On Sunday, Russian forces again shelled the city of Nikopol, striking 17 residential buildings, a school, and several shops. Several thousand residents are without electricity after gas and power lines were hit.
A statement from 42 countries on Monday supported the UN’s call on Russia to demilitarize the complex: “[Deployment] disregards the safety, security, and safeguards principles that all members of the IAEA have committed to respect.”
Signatories include the European Union, the US, Japan, Turkey, Canada, and the UK.
Restating that “Russia does not stop its blackmail”, Ukraine President Volodymyr Zelenskiy called on Monday night for a full, unconditional withdrawal from Zaporizhzhia.

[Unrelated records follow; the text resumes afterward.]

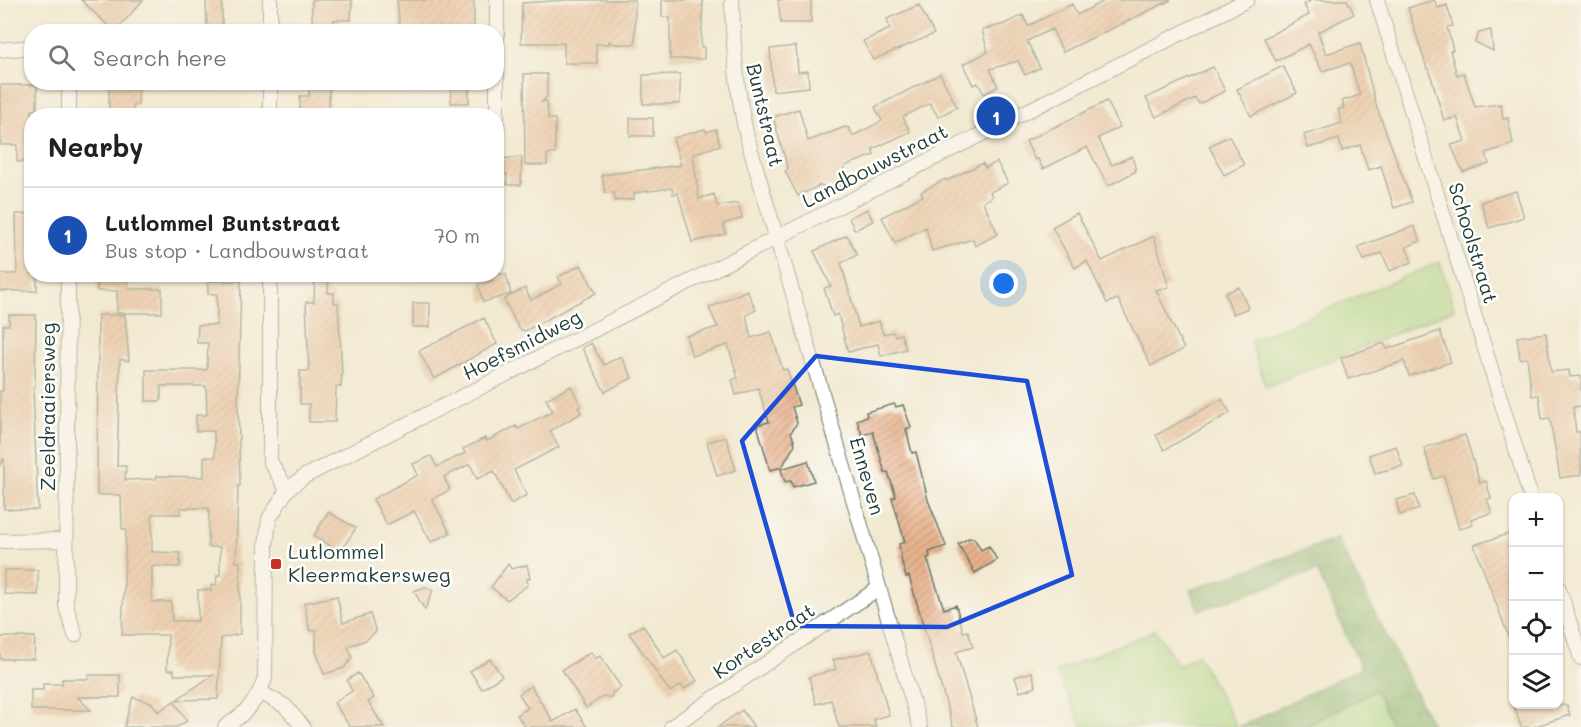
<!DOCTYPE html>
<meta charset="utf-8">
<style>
:root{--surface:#fff;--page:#f6f6f6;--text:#202124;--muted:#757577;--line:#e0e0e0;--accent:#0b8043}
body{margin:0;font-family:Mali,sans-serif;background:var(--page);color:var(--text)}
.controls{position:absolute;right:18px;bottom:18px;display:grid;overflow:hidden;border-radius:12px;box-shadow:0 2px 4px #0004}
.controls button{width:54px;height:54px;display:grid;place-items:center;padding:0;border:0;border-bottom:2px solid var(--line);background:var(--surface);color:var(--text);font:30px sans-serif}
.you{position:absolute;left:1004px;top:284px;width:21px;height:21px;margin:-15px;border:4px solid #fff;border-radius:50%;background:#1a73e8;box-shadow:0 0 0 9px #1a73e833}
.badge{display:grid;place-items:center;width:39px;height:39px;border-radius:50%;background:var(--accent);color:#fff;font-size:20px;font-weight:700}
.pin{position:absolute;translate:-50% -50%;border:3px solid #fff;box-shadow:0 2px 6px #0006}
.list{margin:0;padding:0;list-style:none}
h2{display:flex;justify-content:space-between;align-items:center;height:78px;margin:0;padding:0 24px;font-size:26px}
h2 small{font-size:20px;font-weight:400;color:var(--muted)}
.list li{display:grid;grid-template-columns:39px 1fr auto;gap:18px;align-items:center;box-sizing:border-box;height:96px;padding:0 24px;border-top:2px solid var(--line)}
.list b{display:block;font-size:22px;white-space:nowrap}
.list p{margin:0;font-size:20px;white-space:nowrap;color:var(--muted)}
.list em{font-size:20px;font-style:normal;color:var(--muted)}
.icon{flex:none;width:33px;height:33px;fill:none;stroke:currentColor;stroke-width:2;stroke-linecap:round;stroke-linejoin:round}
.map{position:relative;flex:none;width:1581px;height:727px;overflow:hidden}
.search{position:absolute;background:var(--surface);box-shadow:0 2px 4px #0004;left:24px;top:24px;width:480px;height:66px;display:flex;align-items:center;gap:15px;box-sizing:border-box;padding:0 21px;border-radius:24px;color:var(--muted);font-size:22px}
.panel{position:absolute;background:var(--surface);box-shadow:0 2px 4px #0004;left:24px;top:108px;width:480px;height:174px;border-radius:24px}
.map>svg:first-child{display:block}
</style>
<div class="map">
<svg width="1581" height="727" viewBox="0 0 1581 727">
<defs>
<pattern id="forest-crowns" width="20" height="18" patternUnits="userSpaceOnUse" patternTransform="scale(1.5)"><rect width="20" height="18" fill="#85b873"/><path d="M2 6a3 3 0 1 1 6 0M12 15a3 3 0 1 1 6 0" fill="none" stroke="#6c975f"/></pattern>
<pattern id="building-hatch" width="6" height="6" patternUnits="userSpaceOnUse" patternTransform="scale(1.5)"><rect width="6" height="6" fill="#e9b38d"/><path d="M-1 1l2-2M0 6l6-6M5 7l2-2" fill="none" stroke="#bc9374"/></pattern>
</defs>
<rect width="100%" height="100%" fill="#fff"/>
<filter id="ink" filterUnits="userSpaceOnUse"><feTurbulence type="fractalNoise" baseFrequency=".0167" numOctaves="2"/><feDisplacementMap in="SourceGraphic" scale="12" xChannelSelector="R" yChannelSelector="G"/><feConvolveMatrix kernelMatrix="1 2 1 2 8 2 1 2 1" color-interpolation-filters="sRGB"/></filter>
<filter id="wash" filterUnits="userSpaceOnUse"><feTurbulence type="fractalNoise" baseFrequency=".008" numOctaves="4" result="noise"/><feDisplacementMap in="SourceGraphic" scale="24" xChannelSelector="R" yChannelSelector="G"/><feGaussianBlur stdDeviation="1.35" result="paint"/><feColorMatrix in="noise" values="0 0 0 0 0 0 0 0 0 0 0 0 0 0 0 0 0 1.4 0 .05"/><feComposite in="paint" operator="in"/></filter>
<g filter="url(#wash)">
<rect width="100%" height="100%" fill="#f2e9d1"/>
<!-- grass -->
<path fill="#a7d886" stroke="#638a5d" stroke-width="1.5" d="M1440,262L1454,309L1266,387L1250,341Z
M1155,630L1179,666L1197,654L1237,727H1083L1056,672Z
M1376,690L1392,727H1304Z"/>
<!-- forest -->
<path fill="url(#forest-crowns)" stroke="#527a54" stroke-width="1.5" d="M1337,539L1433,727H1392L1376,690L1304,727H1239L1361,668L1317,571L1199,610L1190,590Z"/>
<g id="blocks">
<!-- building -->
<path fill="url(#building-hatch)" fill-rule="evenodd" d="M81,0H143L115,32Z
M206,0H222V32H207Z
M312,0H352L351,20H334V27H329V32H312Z
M397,0H474V32L400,29Z
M568,0H635V44H613L609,41V44H596L597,63H564V43H521L522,3Z
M662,0H703L701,47H704V59H670V17H662Z
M778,0H811V23H781Z
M1106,0H1171L1063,52L1052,29L1027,41L1040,68L1025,75L1018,61L990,69L998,87L984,94L978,83L973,85L963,64L988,52L982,30L1004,24L1023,15L1028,26L1072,4L1077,15Z
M1312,0H1347L1354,14L1318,32L1326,54L1360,43L1376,105L1412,202L1394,208L1381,166L1368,170L1360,145L1342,151L1339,139L1308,148L1304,135L1342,123L1338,110L1344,108L1342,101L1360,95L1350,63L1322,71L1309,44L1276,61L1264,38L1309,15L1304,4Z
M1434,0L1438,8L1447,5L1453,26L1447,27L1453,50L1450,51L1457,75L1464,73L1475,107L1501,104L1503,119L1508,118L1513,144L1486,153L1489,164L1463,172L1451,145L1465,141L1457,117L1444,121L1429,69H1427L1408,8Z
M919,5L934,34L873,60L863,41L890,29L887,19Z
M1491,30L1493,51L1475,42L1479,33Z
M796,46L798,72L808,71L809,87L773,91L770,49Z
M1283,66L1297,93L1251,116L1237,89Z
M1213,67L1225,91L1199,104L1195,98L1156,117L1146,98Z
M524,74H547V96L542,102L547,101L548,119H555V154H547V165H525Z
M680,74V104H643V75Z
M940,74L957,107L938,117L930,103L903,117L910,132L873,149L874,155L845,166L838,190L820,185L798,196L785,171L788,169L773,117L799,109L808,141L845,127L849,128L853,136L882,121L875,107Z
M109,82H138V105H133V116H109Z
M309,82H329V116H300V96H309Z
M451,82H469V103H451Z
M0,85H37V110H32V162H17V145H1Z
M1107,101L1120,127L1098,138L1112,165L1132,156L1136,171L1108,186L1087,147L1043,169L1038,159L1035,160L1026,141Z
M630,118H653V136H630Z
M705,129L706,132L716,129L720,145L693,154L699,199L714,194L717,206L738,203L742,218L723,224L726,234L692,242L678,193L673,194L672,188L634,193V199L615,201L614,193H605L602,175L681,165L673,138Z
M1229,136L1244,165L1224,175L1209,146Z
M522,157L521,185H507V174L496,175V159Z
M997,162L1008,183L990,192L992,197L983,202L998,234L975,246L973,239L932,251L926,227L895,243L882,217L923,196L921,192L945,179L946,181L983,163L985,168Z
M1516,191L1524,217L1489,228L1481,202Z
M867,209L873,221L855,230L849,218Z
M1077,213L1102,261L1154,236L1169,287L1156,290L1184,349L1151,366L1118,299L1107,303L1087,261L1075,268L1052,227Z
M16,214H32V274H37V291H0V274H17Z
M1414,226L1421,241L1406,247L1412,262L1390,271L1382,253L1364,260L1358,247Z
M847,235L857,255L841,263L859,327L879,321L883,334L893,332L895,336L901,334L906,349L881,356L878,344L848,352L838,314L833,316L824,288L831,286L814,251Z
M581,265L596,293L525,331L519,329L504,299L525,288L531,300L562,284L558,277Z
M97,274H128V289H162V313H117V291H97Z
M315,274H329L328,293H334V303H338L342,372L341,387H336L335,422H309V404H300V371H309L306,302H314Z
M490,274H506L511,294L483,302L478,284L492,281Z
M208,281H241L238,399L240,486H238L236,562H240V634L221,638L218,699L176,700L213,675H174V670H167L168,635H122L126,529H122L121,495H97L98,315H125L129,361L120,359L117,466H126L125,480L156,479V476L204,477V457H215L214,431H196V415H207L206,386H161V401H146V370H207L208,343H197L198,325H217V294H208ZM180,508H209L208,547H220V575H217L216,585H211V590H198V621H172L171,602H152V566L180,567V553L152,552V514H180Z
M1239,287L1248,308L1233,314L1225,293Z
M747,290L756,310L746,315L751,338L771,332L783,370L787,369L799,405L792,407L797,423L791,432L795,444L782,467L770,470L757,425L769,422L758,388L736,395L732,380L738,378L728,345L692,356L686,336L718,327L709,308Z
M413,303H430V327H413Z
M9,315H36L35,387H33L38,510L4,509V458L0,466V391H3V325H9Z
M484,318L497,344L434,379L419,351Z
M1440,331L1451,362L1409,376L1404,361L1348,379L1341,358L1384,343L1387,349Z
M1546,333L1551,372L1569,370L1570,377L1581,376V406L1573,407L1576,432H1580L1581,475L1560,478L1550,418L1542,419L1539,395L1532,396L1527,358L1520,359L1517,337Z
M591,343L604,365L621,356L632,378L605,392L582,348Z
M571,386L581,406L578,407L581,413L550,431L559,447L514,470L527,495L511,504L494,471L477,479L470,464L444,477L450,490L432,499L450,533L431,542L414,511L387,525L373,499L418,475L413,464L431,456L437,467L465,453L463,449L485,438L487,441L516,426L518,429L553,411L546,399Z
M1222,399L1230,413L1164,450L1156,435Z
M894,404L896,407L903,405L911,427L906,429L912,453L916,452L928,500L946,546L929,552L930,557L927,558L944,609L956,605L963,632L968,631L973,647L956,652L978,727H953L909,576L906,577L902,563L899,544L905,542L892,498L896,497L888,472L885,473L873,432L862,435L857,420L867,416L866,412Z
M1465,435L1480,483L1486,481L1491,498L1487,499L1492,513L1471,519L1473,525L1459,529L1444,476L1434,479L1424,448Z
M726,437L736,470L717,476L707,442Z
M1396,446L1403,466L1375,473L1369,455Z
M808,461L814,481L793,487L791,481L785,482L781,469Z
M1415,495L1419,509L1400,515L1396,500Z
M328,512L356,528L340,552L314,536Z
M1514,532V643H1511L1474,545Z
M969,538H974L981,550L989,546L997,560L975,573L958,544Z
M508,564L511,569L527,565L530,578L527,579L528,585L507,600L491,587Z
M4,570H38V595L4,594Z
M425,587L433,590L425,610L414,591Z
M337,596L343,623L370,614L376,632L366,640L348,646L352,658L344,668L324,674L316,651V630L310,631L304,603Z
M643,625L664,658L677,650L697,681L684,689L681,685L670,692L629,633Z
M0,637H35L34,659H0Z
M871,651L889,715L874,719L876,727H839L831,700L816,704L809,677L836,669L833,660Z
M591,652L595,659L600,656L621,687L612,693L611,698L604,696L586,708L562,670Z
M490,659L502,676L482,689L470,671Z
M1032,672L1036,687L1020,692L1015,677Z
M358,673L374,698L368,702L384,727H350L334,703L352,691L347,680Z
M88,675H120V697H77L91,710H31V690H43V684H62V679H88Z
M531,686L553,722L575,709L587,727H525L517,715L528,708L519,694Z
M133,697L152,703L158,712L174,701L187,721L177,727H124Z
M1514,705H1567L1570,715L1533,727H1521Z
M742,710L754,727H718Z"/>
</g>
</g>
<g filter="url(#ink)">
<use href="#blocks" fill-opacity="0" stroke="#69796b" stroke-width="1.5"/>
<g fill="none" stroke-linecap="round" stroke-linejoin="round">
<defs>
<path id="street" d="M270,0V32
M497,0V140
M732,0C733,47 736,91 747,137L920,727
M1377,0L1531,498
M0,50L32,47
M270,82V116
M69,116V82
M68,274L66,606L75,635
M270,274V461L287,490
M0,541L66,540
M1558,586L1581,658
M260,692L285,706L303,727
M225,727C245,714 258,701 265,678L266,545L269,519L287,490L305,476L1247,0
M671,727L879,588"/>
</defs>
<!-- street casing -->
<use href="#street" stroke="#69796b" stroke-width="16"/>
<!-- street -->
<use href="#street" stroke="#fff" stroke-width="14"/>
</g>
</g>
<!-- marked area -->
<path d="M0 0H1581V727H0ZM816,356L1027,381L1072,575L947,627L795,626L742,441Z" fill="#f2e9d1" fill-opacity=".55" fill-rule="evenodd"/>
<path fill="none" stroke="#1d4ed8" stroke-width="4.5" stroke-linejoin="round" d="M816,356L1027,381L1072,575L947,627L795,626L742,441Z"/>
<!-- markers -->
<rect fill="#c8321e" stroke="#fff" stroke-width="2" x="270" y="558" width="12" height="12" rx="3"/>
<g text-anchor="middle" stroke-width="5" stroke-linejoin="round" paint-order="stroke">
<!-- street labels -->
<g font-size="20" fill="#1f3d34" stroke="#fff">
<text transform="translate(765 115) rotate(77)" y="7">Buntstraat</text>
<text transform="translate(875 166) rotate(-27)" y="7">Landbouwstraat</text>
<text transform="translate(1473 243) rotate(73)" y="7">Schoolstraat</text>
<text transform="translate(522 345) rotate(-27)" y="7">Hoefsmidweg</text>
<text transform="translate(48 407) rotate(-90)" y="7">Zeeldraaiersweg</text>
<text transform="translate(867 476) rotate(74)" y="7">Enneven</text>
<text transform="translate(764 641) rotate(-34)" y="7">Kortestraat</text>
</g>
<!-- poi labels -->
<g font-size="20" fill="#1f3d34" stroke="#fff" text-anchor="start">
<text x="288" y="559">Lutlommel<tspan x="288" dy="23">Kleermakersweg</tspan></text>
</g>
</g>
</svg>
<div class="controls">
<button>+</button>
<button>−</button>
<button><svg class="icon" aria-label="locate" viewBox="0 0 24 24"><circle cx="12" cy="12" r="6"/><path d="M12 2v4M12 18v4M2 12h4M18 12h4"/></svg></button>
<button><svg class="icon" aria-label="layers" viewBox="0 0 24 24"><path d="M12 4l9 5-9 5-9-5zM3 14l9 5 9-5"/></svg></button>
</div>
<div class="you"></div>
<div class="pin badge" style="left:996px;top:116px;background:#1a4fb4">1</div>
<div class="search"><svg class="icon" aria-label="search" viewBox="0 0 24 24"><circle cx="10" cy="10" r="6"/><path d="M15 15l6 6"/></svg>Search here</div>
<section class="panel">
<h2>Nearby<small></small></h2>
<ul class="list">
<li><span class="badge" style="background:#1a4fb4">1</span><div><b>Lutlommel Buntstraat</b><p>Bus stop · Landbouwstraat</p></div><em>70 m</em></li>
</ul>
</section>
</div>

The President noted the 42-country statement and continued:
If a terrorist state allows itself to completely ignore the demands of the international community, especially in such a sensitive topic, this clearly indicates the need for immediate action….
We need to move from discussions and calls to new tough sanctions against Russia, against Rosatom and the entire nuclear industry of the terrorist state….
If now the world lacks the strength and determination to protect one nuclear plant, it means that the world loses. Loses to terrorists. Gives in to nuclear blackmail. And this may be a precedent that other terrorists will see.
There is still a chance to prevent this defeat.